§ The problem:
The lines to print run from the top of the material below to the line with "const shape = rows", inclusive; please copy them exactly, without pictures.

§ Given records:
------------------------

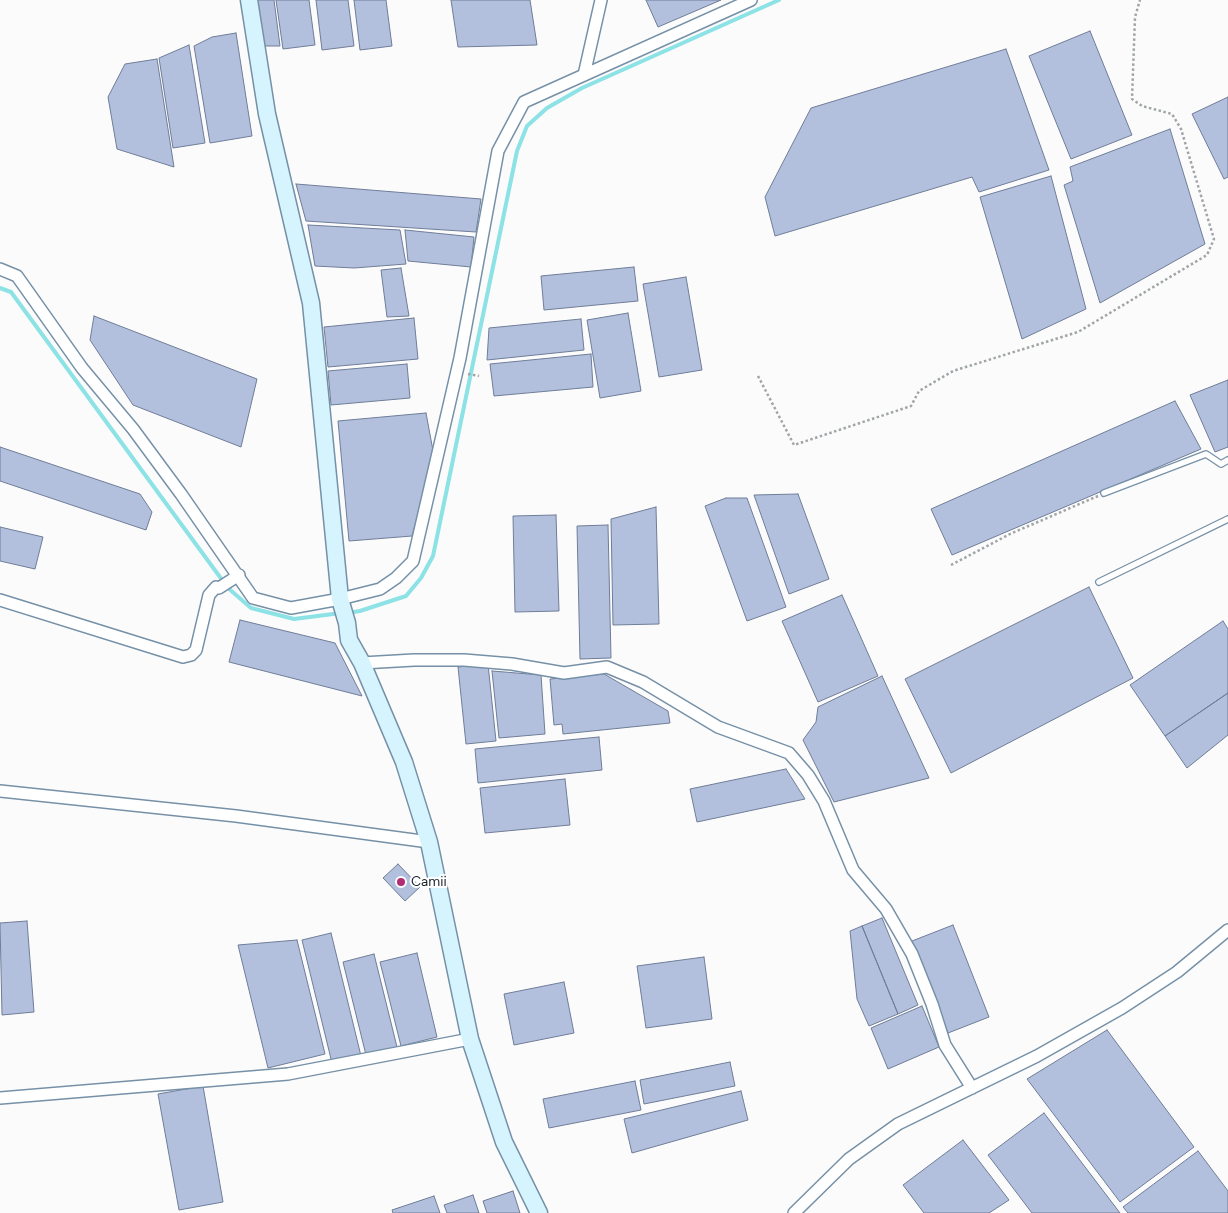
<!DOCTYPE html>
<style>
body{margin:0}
canvas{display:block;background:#fbfbfb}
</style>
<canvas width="1228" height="1213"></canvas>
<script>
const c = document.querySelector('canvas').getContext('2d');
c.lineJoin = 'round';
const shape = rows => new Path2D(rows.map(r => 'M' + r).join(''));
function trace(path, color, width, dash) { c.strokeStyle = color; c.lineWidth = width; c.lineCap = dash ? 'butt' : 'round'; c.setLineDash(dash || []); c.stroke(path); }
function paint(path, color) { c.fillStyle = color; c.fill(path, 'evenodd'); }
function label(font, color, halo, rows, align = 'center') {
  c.font = font + ' Figtree,sans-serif'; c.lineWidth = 4; c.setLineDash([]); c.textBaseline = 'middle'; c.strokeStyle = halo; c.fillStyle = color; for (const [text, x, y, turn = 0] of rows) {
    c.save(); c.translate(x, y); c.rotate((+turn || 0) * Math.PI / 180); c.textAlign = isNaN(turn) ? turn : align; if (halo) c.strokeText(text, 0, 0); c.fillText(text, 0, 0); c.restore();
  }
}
trace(shape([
 [0,288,11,292,228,588,251,608,294,619,341,613],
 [347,613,360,611,406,596,421,578,433,556,517,151,527,126,547,108,582,88,779,0]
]), '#8ce2e5', 4);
const building = shape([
 [256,0,274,0,280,46,262,46,256,0],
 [276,0,309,0,315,45,283,49,276,0],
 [316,0,348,0,354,46,322,50,316,0],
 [354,0,386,0,392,46,360,50,354,0],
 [451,0,530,0,537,45,458,47,451,0],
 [646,0,721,0,658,27,646,0],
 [1090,31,1132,135,1071,159,1029,56,1090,31],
 [236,33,252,136,210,143,194,46,212,37,236,33],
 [189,45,205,143,173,148,159,58,189,45],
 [1006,49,1049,170,979,192,972,177,775,236,765,197,811,108,1006,49],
 [157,59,174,167,117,149,108,97,125,64,157,59],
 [1228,97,1228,177,1224,179,1192,114,1228,97],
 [1170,129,1205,244,1100,303,1064,185,1073,181,1070,167,1170,129],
 [1051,176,1086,309,1022,339,980,197,1051,176],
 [296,184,481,199,476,232,306,221,296,184],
 [308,225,400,230,406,264,354,268,315,266,308,225],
 [405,230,474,237,471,267,408,261,405,230],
 [634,267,638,301,544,310,541,276,634,267],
 [401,268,409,316,387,317,381,270,401,268],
 [686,277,702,370,659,377,643,284,686,277],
 [628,313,641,391,600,398,587,320,628,313],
 [94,316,257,379,241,447,133,405,90,340,94,316],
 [414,318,418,359,328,367,324,327,414,318],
 [581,319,584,350,487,360,489,328,581,319],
 [591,354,593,387,494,396,490,364,591,354],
 [407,364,410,398,331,405,328,371,407,364],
 [1228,380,1228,447,1215,452,1190,395,1228,380],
 [1175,401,1201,449,952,555,931,509,1175,401],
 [426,413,434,456,412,536,349,541,338,421,426,413],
 [0,447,140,494,152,512,146,530,0,481,0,447],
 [798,494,829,579,789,594,754,495,798,494],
 [726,498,747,498,786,607,747,621,705,506,726,498],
 [656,507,659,624,613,625,611,519,656,507],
 [556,515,559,611,515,612,513,516,556,515],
 [608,525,611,658,580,659,577,526,608,525],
 [0,527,43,537,35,569,0,561,0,527],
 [1089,587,1133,678,951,773,905,679,1089,587],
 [842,595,878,676,818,702,782,621,842,595],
 [240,620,335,643,362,696,229,662,240,620],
 [1223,621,1228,629,1228,693,1165,736,1130,685,1223,621],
 [488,664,496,741,466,744,458,667,488,664],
 [492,671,541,675,545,734,499,738,492,671],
 [604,674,668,711,670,723,563,734,562,724,554,725,550,679,604,674],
 [882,676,929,778,834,802,803,740,816,722,818,707,882,676],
 [1228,693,1228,735,1187,768,1165,736,1228,693],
 [599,737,602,770,478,783,475,749,599,737],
 [786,769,805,799,697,822,690,789,786,769],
 [565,779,570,825,485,833,480,788,565,779],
 [398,864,420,887,405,901,383,878,398,864],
 [882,918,918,1005,898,1014,862,926,882,918],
 [27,921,34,1012,2,1015,0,923,27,921],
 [953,925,989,1017,948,1033,912,941,953,925],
 [862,926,898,1014,869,1026,857,999,850,931,862,926],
 [331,933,361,1056,332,1063,302,940,331,933],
 [297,940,325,1054,268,1068,238,945,297,940],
 [417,953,437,1037,401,1046,380,962,417,953],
 [374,954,397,1047,366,1055,343,962,374,954],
 [704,957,712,1019,646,1028,637,966,704,957],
 [564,982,574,1033,514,1045,504,994,564,982],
 [922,1006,939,1047,888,1069,871,1028,922,1006],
 [1107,1030,1194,1147,1120,1202,1027,1079,1107,1030],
 [730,1062,735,1086,644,1104,640,1080,730,1062],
 [635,1081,641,1110,549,1128,543,1099,635,1081],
 [203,1086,223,1202,179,1210,158,1094,203,1086],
 [741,1091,748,1120,632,1153,624,1119,741,1091],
 [1044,1113,1120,1213,1032,1213,988,1155,1044,1113],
 [963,1140,1009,1200,989,1213,924,1213,903,1185,963,1140],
 [1198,1151,1228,1191,1228,1213,1128,1213,1123,1207,1198,1151],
 [513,1191,520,1213,487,1213,483,1201,513,1191],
 [473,1195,479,1213,447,1213,444,1205,473,1195],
 [434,1196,440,1213,393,1213,392,1210,434,1196]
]);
paint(building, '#b2c0de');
trace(building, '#6f7d98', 1);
const lane = shape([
 [1104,493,1206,454,1221,464,1228,460],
 [1099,582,1228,519]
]);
const street = shape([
 [584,75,601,0],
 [0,269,17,276,82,368,133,429,181,494,253,598,291,608,340,599,380,589,396,578,413,561,460,358,498,151,524,102,751,0],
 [0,600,183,657,191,655,196,650,209,595,216,587,219,588,239,575],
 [362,663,414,660,464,660,512,664,564,673,607,667,643,682,718,727,789,753,808,775,824,801,853,870,886,909,912,954,932,1004,945,1045,972,1088],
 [0,791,236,816,429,842],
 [0,1098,288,1074,470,1039],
 [794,1213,849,1159,898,1124,1037,1056,1122,1008,1177,972,1228,930]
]);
const secondary = shape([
 [249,0,267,114,311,303,340,599,347,623,349,640,362,663,404,762,429,842,470,1039,504,1142,539,1213]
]);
trace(lane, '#7691a7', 8);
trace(street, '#7691a7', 14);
trace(secondary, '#7691a7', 19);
trace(shape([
 [468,374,479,376],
 [758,376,794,445,911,406,919,391,953,371,1078,332,1207,255,1214,239,1181,129,1172,114,1142,106,1132,99,1135,17,1140,0],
 [951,565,1010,534,1098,496]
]), '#a0a5a8', 2.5, [2.5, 2.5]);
trace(lane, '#fff', 5.5);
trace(street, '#fff', 11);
trace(secondary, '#d6f4fe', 16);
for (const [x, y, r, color] of [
 [401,882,5,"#b12c73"]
]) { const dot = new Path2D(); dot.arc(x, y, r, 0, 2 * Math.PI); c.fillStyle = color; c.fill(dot); trace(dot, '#fff', 2); }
label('14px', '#16212a', '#fff', [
 ["Camii",411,882]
], 'left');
</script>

------------------------

§ Answer box:
<!DOCTYPE html>
<style>
body{margin:0}
canvas{display:block;background:#fbfbfb}
</style>
<canvas width="1228" height="1213"></canvas>
<script>
const c = document.querySelector('canvas').getContext('2d');
c.lineJoin = 'round';
const shape = rows => new Path2D(rows.map(r => 'M' + r).join(''));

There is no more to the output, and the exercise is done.